U.S presidential hopeful Mitt Romney is taking his turn as political pot-stirrer, singling out Russia as America's main antagonist on the international stage.
On Monday, Romney
An embarrassing hot-mic gaffe by President Barack Obama at a nuclear summit in Seoul earlier in the day served as a pretext for the remark.
Obama was overheard telling Russian counterpart Dmitry Medvedev that he would have more flexibility in arms-control negotiations after the U.S. presidential election in November.
Romney, who is locked in a marathon for the Republican nomination, used the occasion to accuse Obama of hiding future concessions and repeat charges that the Obama administration has been too soft on the successor state to America's Cold War nemesis.
Analysts dismissed the remark as misinformed, and opposition activists, whom the Kremlin often accuses of being Western puppets, said it would have little impact on their work.
"Just because Russia doesn't always follow the United States, it doesn't make Russia a foe," said Masha Lipman, an analyst with the Carnegie Moscow Center.
Romney's comments drew ridicule from Medvedev on Tuesday.
"It smells of Hollywood. Candidates for the U.S. presidency should use reason when they make such statements," Medvedev told journalists at the conclusion of the summit, RIA-Novosti reported.
Russia and China have faced intense criticism in the West for resisting UN sanctions against the Syrian government, which the UN says has killed thousands of civilians to crush a popular uprising that began early last year.
"Russia might not be a close ally or a good partner, but it is a partner," Lipman said, pointing to Russia's decision to allow supplies to NATO troops in Afghanistan to pass through its territory.
Fyodor Lukyanov, editor of Russia in Global Affairs, said Russia's leadership should be flattered that Romney takes them so seriously.
"The United States' main foe is its failure to understand what's going on," he said. "The political and economic rise of Asia, namely China, is far more important than Russia."
Lukyanov said Romney's remark should be taken in the context of the primary campaign.
"If he wins, of course he'll carry out a different foreign policy. He'll have specialists who explain things to him,"
Officials close to the Kremlin were careful to portray the remark as a fringe position cooked up by Romney's "neoconservative advisers" during an election campaign and not official U.S. policy.
Alexei Pushkov, head of the foreign relations committee in the State Duma, told journalists it was the work of American policy makers set on establishing U.S. world hegemony.
Another Kremlin-leaning official riffed on Medvedev's analogy by comparing Romney to the cowboy mascot for Marlboro cigarettes.
"Republicans have decided to play the Marlboro man in how they position themselves on the international stage," said Alexander Sokolov, head of the Public Chamber's international affairs working group, RIA-Novosti reported.

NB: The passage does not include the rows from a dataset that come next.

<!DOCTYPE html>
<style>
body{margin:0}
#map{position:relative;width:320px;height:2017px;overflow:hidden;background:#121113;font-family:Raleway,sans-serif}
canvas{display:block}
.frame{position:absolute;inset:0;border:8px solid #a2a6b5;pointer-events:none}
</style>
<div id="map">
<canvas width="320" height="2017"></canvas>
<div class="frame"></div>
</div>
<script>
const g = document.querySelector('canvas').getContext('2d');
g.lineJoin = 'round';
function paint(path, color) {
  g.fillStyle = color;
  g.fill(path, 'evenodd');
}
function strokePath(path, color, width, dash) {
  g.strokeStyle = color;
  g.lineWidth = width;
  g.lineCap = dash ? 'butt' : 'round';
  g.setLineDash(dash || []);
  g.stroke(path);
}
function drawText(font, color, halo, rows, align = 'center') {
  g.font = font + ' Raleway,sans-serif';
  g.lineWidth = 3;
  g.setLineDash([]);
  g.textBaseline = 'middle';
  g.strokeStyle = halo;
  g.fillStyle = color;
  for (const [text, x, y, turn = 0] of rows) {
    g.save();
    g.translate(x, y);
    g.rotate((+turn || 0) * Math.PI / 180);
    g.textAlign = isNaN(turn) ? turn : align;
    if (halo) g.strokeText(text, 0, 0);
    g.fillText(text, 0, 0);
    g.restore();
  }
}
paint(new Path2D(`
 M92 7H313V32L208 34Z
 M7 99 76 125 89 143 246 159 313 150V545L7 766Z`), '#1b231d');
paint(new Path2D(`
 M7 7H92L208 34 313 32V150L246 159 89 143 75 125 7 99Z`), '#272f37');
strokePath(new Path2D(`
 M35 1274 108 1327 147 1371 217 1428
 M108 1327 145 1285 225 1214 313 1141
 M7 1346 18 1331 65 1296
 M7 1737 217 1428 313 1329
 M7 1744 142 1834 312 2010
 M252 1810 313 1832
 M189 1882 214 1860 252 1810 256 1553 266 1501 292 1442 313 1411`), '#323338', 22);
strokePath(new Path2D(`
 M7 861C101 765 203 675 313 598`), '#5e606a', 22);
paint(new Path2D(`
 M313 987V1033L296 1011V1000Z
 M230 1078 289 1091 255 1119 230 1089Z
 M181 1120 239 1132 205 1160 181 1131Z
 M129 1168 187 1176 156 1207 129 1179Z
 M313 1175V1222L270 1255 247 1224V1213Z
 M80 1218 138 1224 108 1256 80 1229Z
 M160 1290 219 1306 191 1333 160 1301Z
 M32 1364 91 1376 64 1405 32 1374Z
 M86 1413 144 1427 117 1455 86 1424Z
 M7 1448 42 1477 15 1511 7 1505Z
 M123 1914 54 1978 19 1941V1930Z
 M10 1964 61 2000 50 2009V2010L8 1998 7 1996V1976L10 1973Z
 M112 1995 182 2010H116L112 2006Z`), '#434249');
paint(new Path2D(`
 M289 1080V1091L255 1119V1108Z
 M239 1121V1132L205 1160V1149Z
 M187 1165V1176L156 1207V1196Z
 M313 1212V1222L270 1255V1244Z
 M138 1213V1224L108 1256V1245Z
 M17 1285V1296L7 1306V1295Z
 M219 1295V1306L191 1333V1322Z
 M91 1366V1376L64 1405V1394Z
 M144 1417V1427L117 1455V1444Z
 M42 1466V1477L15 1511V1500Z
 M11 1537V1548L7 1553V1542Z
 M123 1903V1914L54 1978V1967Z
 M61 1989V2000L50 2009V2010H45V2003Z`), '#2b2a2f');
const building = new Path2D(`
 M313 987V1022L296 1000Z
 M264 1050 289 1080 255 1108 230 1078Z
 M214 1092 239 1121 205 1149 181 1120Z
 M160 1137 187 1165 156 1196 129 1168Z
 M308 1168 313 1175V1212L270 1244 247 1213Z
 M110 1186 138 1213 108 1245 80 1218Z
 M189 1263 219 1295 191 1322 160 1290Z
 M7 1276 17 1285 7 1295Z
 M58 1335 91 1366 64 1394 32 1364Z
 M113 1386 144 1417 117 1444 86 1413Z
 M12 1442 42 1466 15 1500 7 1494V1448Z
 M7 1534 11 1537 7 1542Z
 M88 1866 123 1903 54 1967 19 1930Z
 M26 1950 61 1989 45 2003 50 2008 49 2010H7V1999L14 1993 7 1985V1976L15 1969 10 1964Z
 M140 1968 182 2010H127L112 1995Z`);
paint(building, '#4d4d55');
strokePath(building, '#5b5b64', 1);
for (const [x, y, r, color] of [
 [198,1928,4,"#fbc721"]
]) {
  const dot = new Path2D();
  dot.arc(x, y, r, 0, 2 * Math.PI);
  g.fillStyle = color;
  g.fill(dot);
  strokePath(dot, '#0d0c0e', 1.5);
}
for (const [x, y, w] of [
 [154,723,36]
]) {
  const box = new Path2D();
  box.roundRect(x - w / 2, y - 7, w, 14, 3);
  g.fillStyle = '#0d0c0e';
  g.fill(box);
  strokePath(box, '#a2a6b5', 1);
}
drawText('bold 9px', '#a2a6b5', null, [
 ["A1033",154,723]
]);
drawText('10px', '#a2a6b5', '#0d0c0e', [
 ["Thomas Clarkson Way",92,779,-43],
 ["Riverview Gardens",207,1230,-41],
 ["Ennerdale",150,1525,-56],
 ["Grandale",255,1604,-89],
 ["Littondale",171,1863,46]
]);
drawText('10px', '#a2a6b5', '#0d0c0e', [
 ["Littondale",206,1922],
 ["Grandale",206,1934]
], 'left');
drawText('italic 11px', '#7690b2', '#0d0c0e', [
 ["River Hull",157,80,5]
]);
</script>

Romney, the front-runner for the Republican nomination, has criticized the Obama administration's "reset" policy of engagement with Russia.
He says the administration gave too many concessions on the New START arms control treaty and should not have unilaterally nixed a proposed antiballistic missile station in Poland.
But Monday's remark was his strongest yet, and perhaps the most hostile remark by a major U.S. politician since President Ronald Reagan's "evil empire" speech.
Republican Senator John McCain has come under fire for periodic tweets, including several directed at Prime Minister Vladimir Putin in which he compared the recent street protest movement to the Arab Spring revolts that swept authoritarian regimes from power beginning in early 2011.
The Kremlin and its allies presented those tweets as evidence that the resurgent opposition was part of a foreign plot.
But now, with Duma and presidential elections safely over, opposition activists said they aren't worried about Romney's words being used against them.
"Of course it helps the Kremlin, but Russians have too many problems to worry about what's happening in the United States," said veteran human rights activist Lev Ponomaryov. "Obama has firmly supported civil society and human rights, but maybe a little softer than the Republicans."
Sergei Mitrokhin, leader of the liberal Yabloko party, was less diplomatic in his characterization of Romney.
"I think the guy's an idiot. How else could I react?" Mitrokhin said. "It's dangerous, of course, if an idiot becomes president of the United States. … Until then, it doesn't affect us at all." he said.